You will notice though that he didn't even give "every" a second glance, but when I used the word "all" again he had his usual distain. So it is not the meaning of the word, as "every" means the same as "all" in those applications, but just some peculiar distain he just has for the word “all”. Tough I do agree that it most likely stems for this apparent fixation he seems to have with a collection, particularly an infinite collection, needing to be actually in some active and on going way collected, thus the infinite collection is never complete since the act of collecting continues infinitely.
Bolding mine.
Yes. I've noticed this in Doron's polemic.
But at the same time he asserts more than just a potential infinity.
The Infinite is the Non-Local, ontologically present as one of the "building blocks" of his Organic Numbers. The range of the infinite is fully, undividebly present for every set, though it can't be called a completion of "all" points.
It's a bottomless well you can just keep pulling numbers out of.

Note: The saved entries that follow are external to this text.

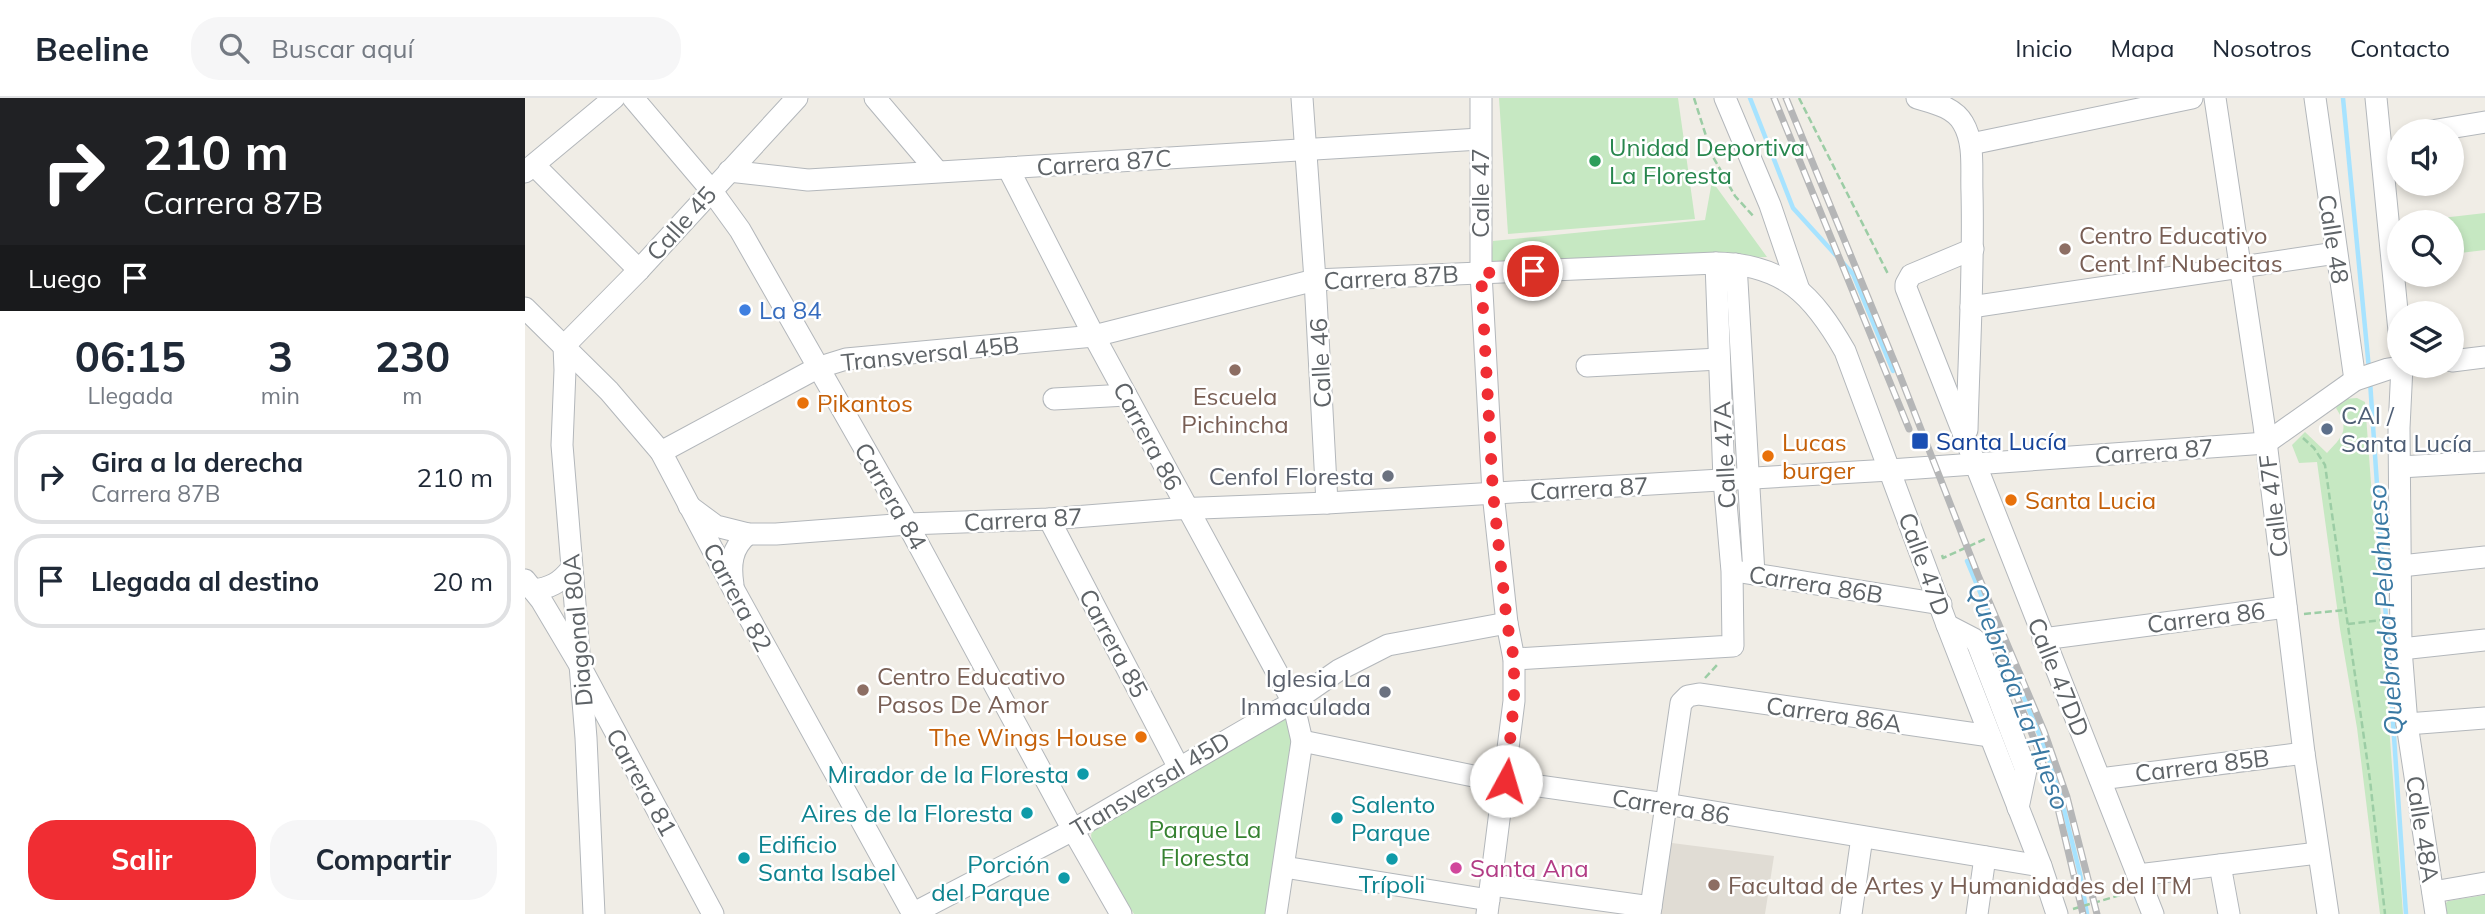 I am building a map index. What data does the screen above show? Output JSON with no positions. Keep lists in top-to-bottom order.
{
  "streets": {
    "street": [
      "Carrera 87C",
      "Calle 47",
      "Calle 45",
      "Calle 48",
      "Carrera 87B",
      "Transversal 45B",
      "Calle 46",
      "Carrera 86",
      "Carrera 87",
      "Calle 47A",
      "Carrera 84",
      "Calle 47F",
      "Calle 47D",
      "Carrera 86B",
      "Carrera 82",
      "Diagonal 80A",
      "Carrera 85",
      "Calle 47DD",
      "Carrera 86A",
      "Carrera 85B",
      "Carrera 81",
      "Transversal 45D",
      "Calle 48A"
    ]
  },
  "crossings": [
    ["Carrera 87C", "Calle 47"],
    ["Carrera 87C", "Calle 45"],
    ["Carrera 87C", "Calle 46"],
    ["Carrera 87C", "Carrera 86"],
    ["Calle 47", "Carrera 87B"],
    ["Calle 47", "Carrera 86"],
    ["Calle 47", "Carrera 87"],
    ["Calle 47", "Transversal 45D"],
    ["Calle 45", "Carrera 84"],
    ["Calle 45", "Carrera 82"],
    ["Calle 45", "Diagonal 80A"],
    ["Carrera 87B", "Transversal 45B"],
    ["Carrera 87B", "Calle 46"],
    ["Carrera 87B", "Carrera 86"],
    ["Carrera 87B", "Calle 47A"],
    ["Carrera 87B", "Calle 47D"],
    ["Transversal 45B", "Carrera 86"],
    ["Transversal 45B", "Carrera 84"],
    ["Transversal 45B", "Carrera 82"],
    ["Calle 46", "Carrera 87"],
    ["Carrera 86", "Carrera 87"],
    ["Carrera 86", "Calle 47F"],
    ["Carrera 86", "Calle 47D"],
    ["Carrera 86", "Calle 47DD"],
    ["Carrera 86", "Transversal 45D"],
    ["Carrera 87", "Calle 47A"],
    ["Carrera 87", "Carrera 84"],
    ["Carrera 87", "Calle 47F"],
    ["Carrera 87", "Calle 47D"],
    ["Carrera 87", "Carrera 82"],
    ["Carrera 87", "Carrera 85"],
    ["Carrera 87", "Calle 47DD"],
    ["Calle 47A", "Calle 47D"],
    ["Calle 47A", "Carrera 86B"],
    ["Carrera 84", "Transversal 45D"],
    ["Calle 47F", "Carrera 85B"],
    ["Calle 47D", "Carrera 86B"],
    ["Calle 47D", "Carrera 86A"],
    ["Carrera 82", "Diagonal 80A"],
    ["Carrera 82", "Transversal 45D"],
    ["Diagonal 80A", "Carrera 81"],
    ["Carrera 85", "Transversal 45D"],
    ["Calle 47DD", "Carrera 85B"]
  ],
  "water": ["Quebrada Pelahueso", "Quebrada La Hueso"],
  "parks": ["Parque La Floresta"],
  "places": {
    "other": [
      "Unidad Deportiva La Floresta",
      "Centro Educativo Cent Inf Nubecitas",
      "La 84",
      "Escuela Pichincha",
      "Pikantos",
      "CAI / Santa Lucía",
      "Lucas burger",
      "Cenfol Floresta",
      "Santa Lucia",
      "Centro Educativo Pasos De Amor",
      "Iglesia La Inmaculada",
      "The Wings House",
      "Mirador de la Floresta",
      "Aires de la Floresta",
      "Salento Parque",
      "Edificio Santa Isabel",
      "Trípoli",
      "Santa Ana",
      "Porción del Parque",
      "Facultad de Artes y Humanidades del ITM"
    ],
    "transit": ["Santa Lucía"]
  },
  "page": {
    "header": "Beeline",
    "search": "Buscar aquí",
    "nav": [
      "Inicio",
      "Mapa",
      "Nosotros",
      "Contacto"
    ],
    "turn": ["210 m", "Carrera 87B"],
    "then": "Luego",
    "eta": [
      "06:15",
      "Llegada",
      "3",
      "min",
      "230",
      "m"
    ],
    "list": [
      {
        "name": "Gira a la derecha",
        "note": "Carrera 87B",
        "value": "210 m"
      },
      {
        "name": "Llegada al destino",
        "value": "20 m"
      }
    ],
    "buttons": ["Salir", "Compartir"]
  }
} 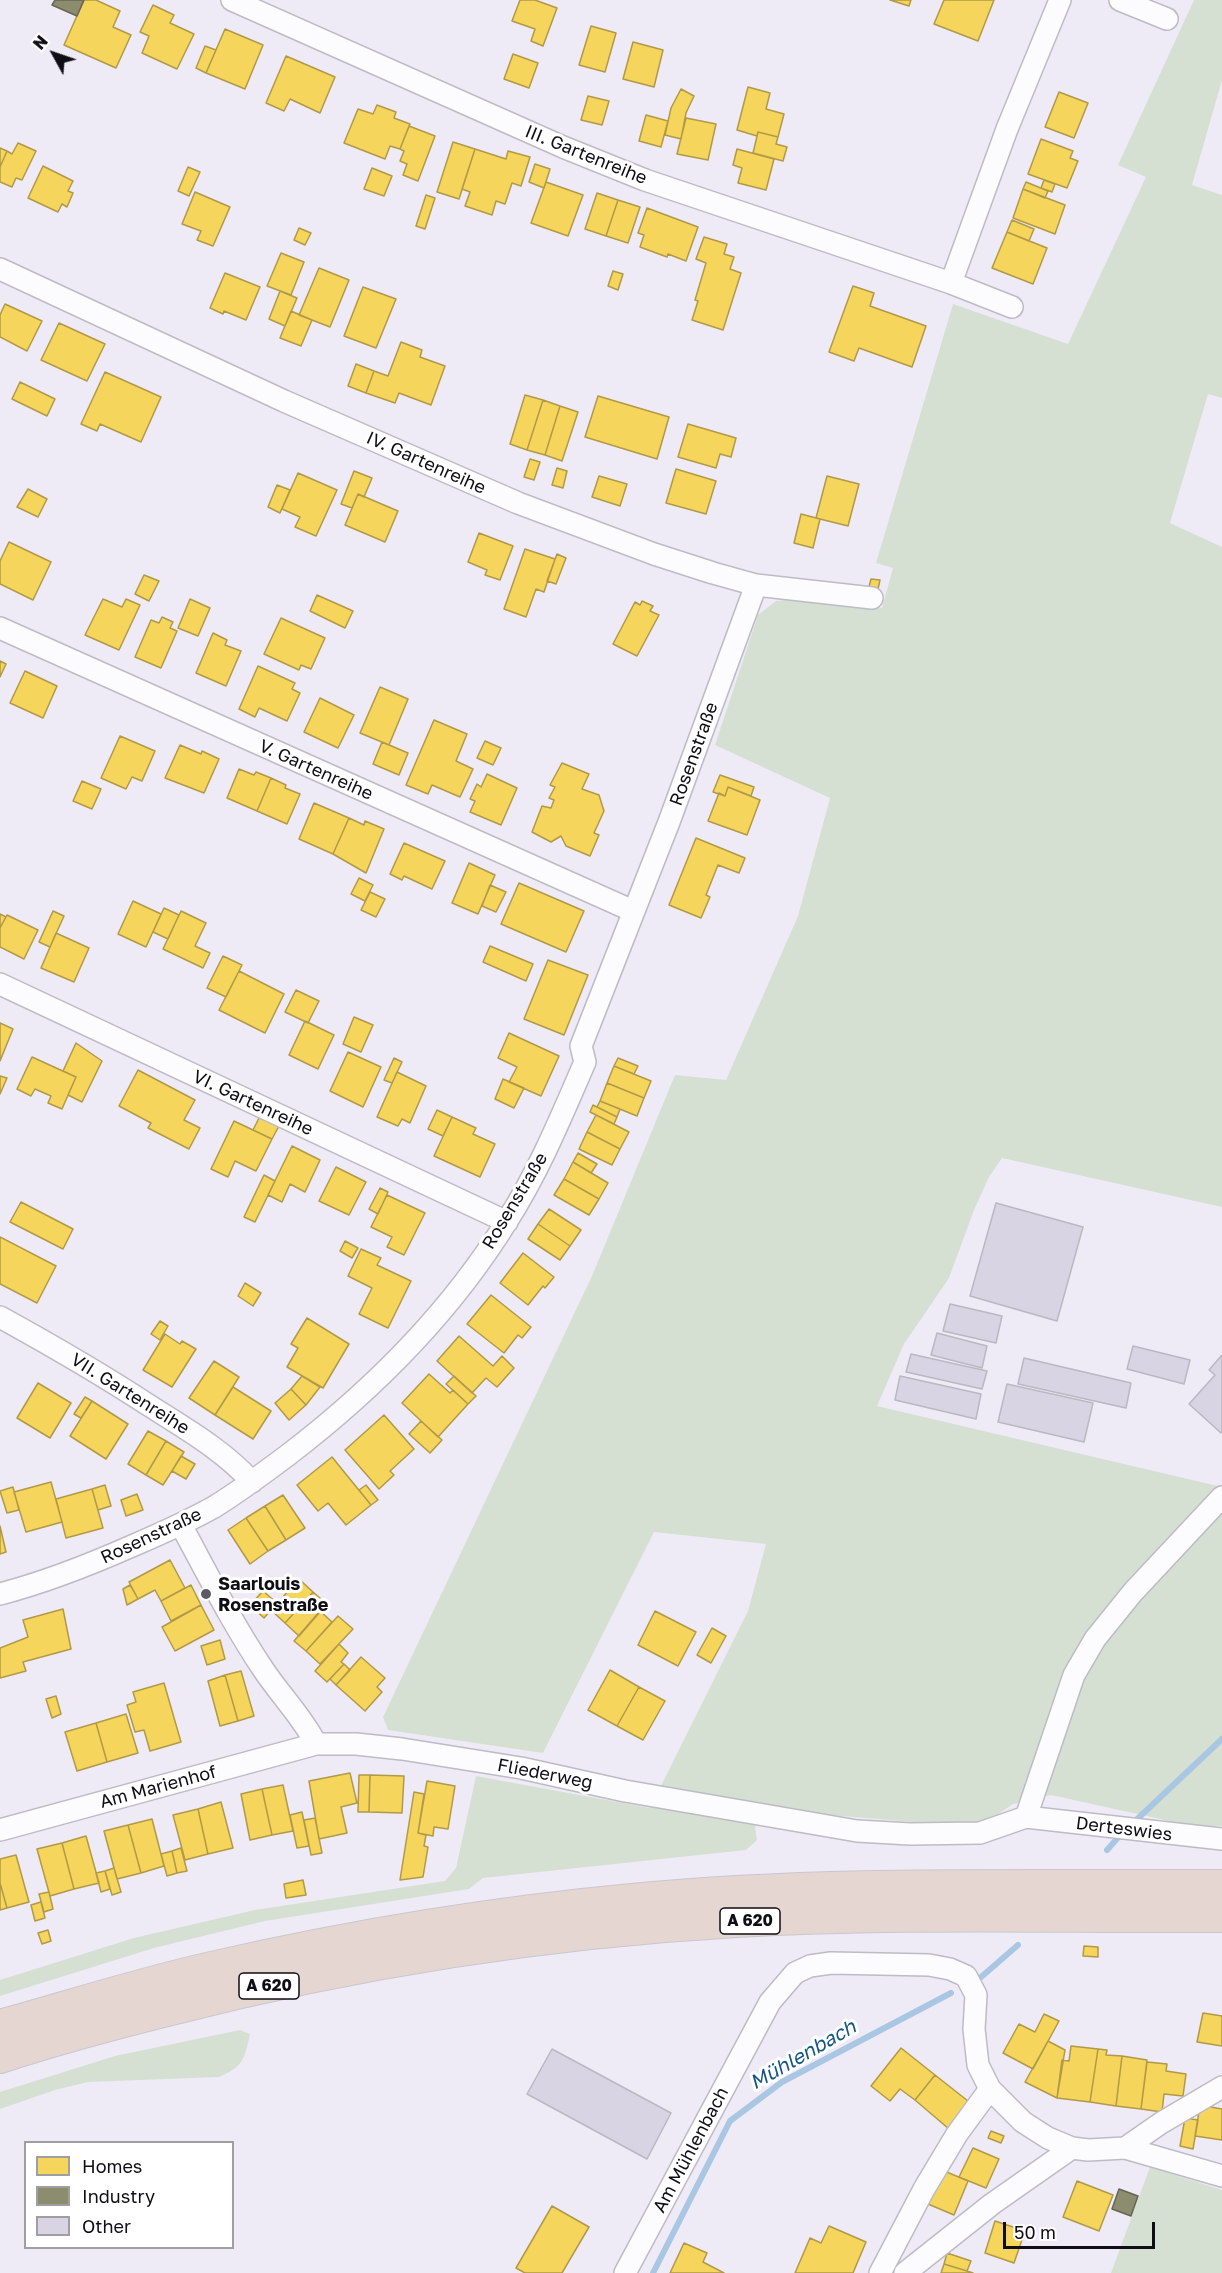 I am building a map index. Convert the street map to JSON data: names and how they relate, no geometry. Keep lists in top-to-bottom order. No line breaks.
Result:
{"streets":{"highway":["A 620"],"street":["III. Gartenreihe","IV. Gartenreihe","Rosenstraße","V. Gartenreihe","VI. Gartenreihe","VII. Gartenreihe","Fliederweg","Am Marienhof","Derteswies","Am Mühlenbach"]},"crossings":[["IV. Gartenreihe","Rosenstraße"],["Rosenstraße","V. Gartenreihe"],["Rosenstraße","VI. Gartenreihe"],["Rosenstraße","VII. Gartenreihe"],["Fliederweg","Am Marienhof"],["Fliederweg","Derteswies"]],"water":["Mühlenbach"],"places":["Saarlouis Rosenstraße"],"legend":["Homes","Industry","Other"],"scale_bar":"50 m","north":"top left"} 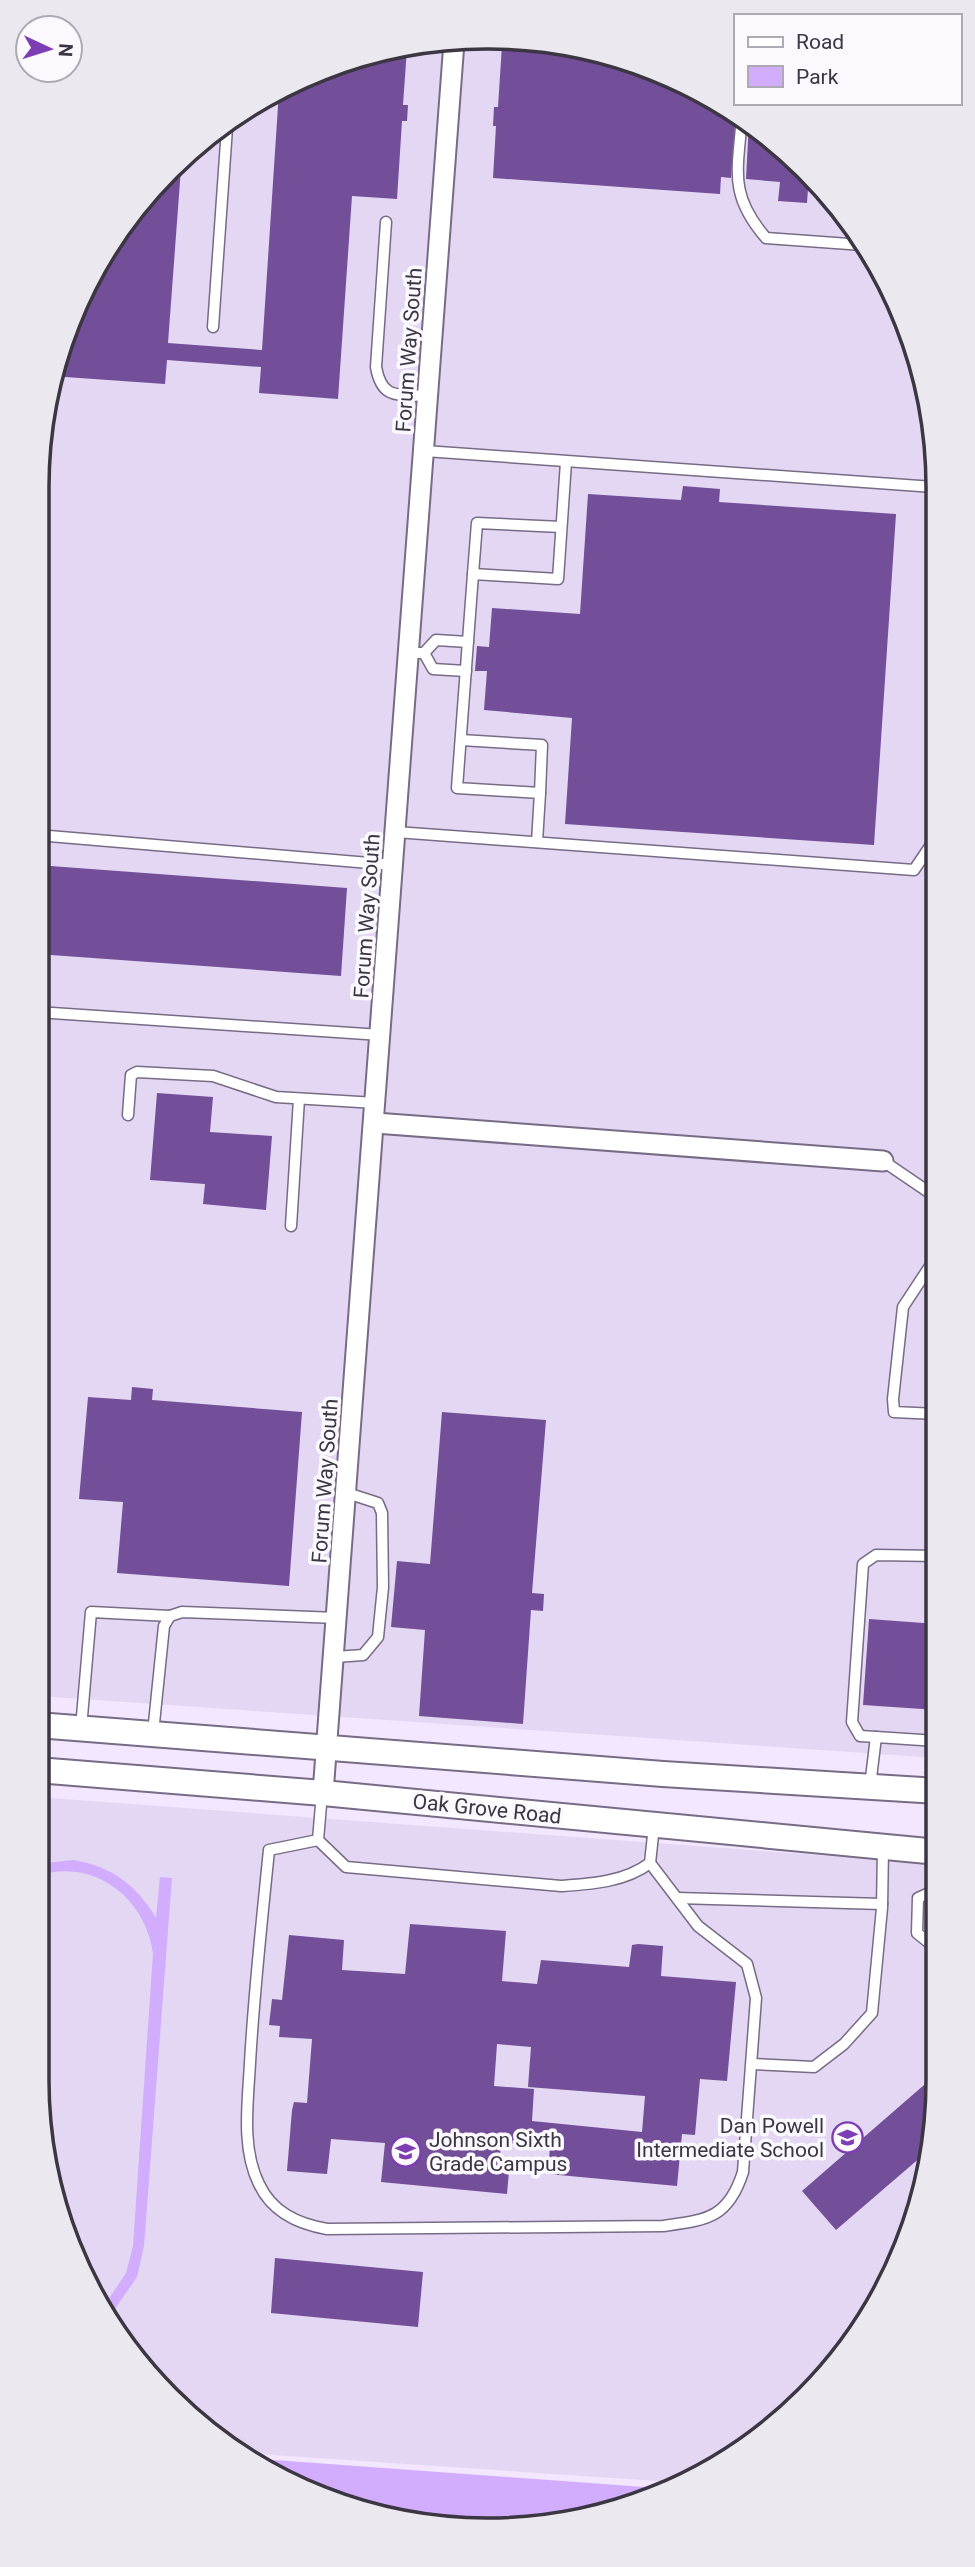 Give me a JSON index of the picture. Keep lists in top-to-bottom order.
{
  "streets": {
    "street": ["Forum Way South", "Oak Grove Road"]
  },
  "crossings": [
    ["Forum Way South", "Oak Grove Road"]
  ],
  "places": {
    "school or university": ["Dan Powell Intermediate School", "Johnson Sixth Grade Campus"]
  },
  "legend": ["Road", "Park"],
  "north": "right"
}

Doron would not have you use the word "complete" regarding it, but as a fundamental "Atom," it is full and self contained.
The well cannot be emptied and with each bucket raised, it's still full.
But I've not called Doron on this contradiction of a fullness that is incomplete,
because it's a paradox inherent to the concept of infinity.
Doron to escape this paradox, presents the infinite as a seamless circle, or an unbounded line, having no individual points.
Non-Locality is a seamless whole having no individual parts. And that is Infinity in Doron's book.
Except that is not quite all of what we (including Doron) mean when we spaek of the concept of infinity. Again it's that we can go on and on and on, without ceasing. marking off points that designate numbers.
We can never "collect" all the points to infinity, because Infinity is always and ever whole.
The mind, nevertheless regards the Infinite as fundamentally Complete of itself, beyond loss or gain.
The classic way to escape this mental paradox is to assert as Aristotle or Kronecker that Infinity has no actual existence but is a mere direction of potentiality, and that it can't be thought of as a self-contained unit.
This, however is not Doron's approach.
It has to be that "ontological," "atomic," "building block."
Which brings with it that messy paradox, however it might be swept under the carpet and rolled under the couch.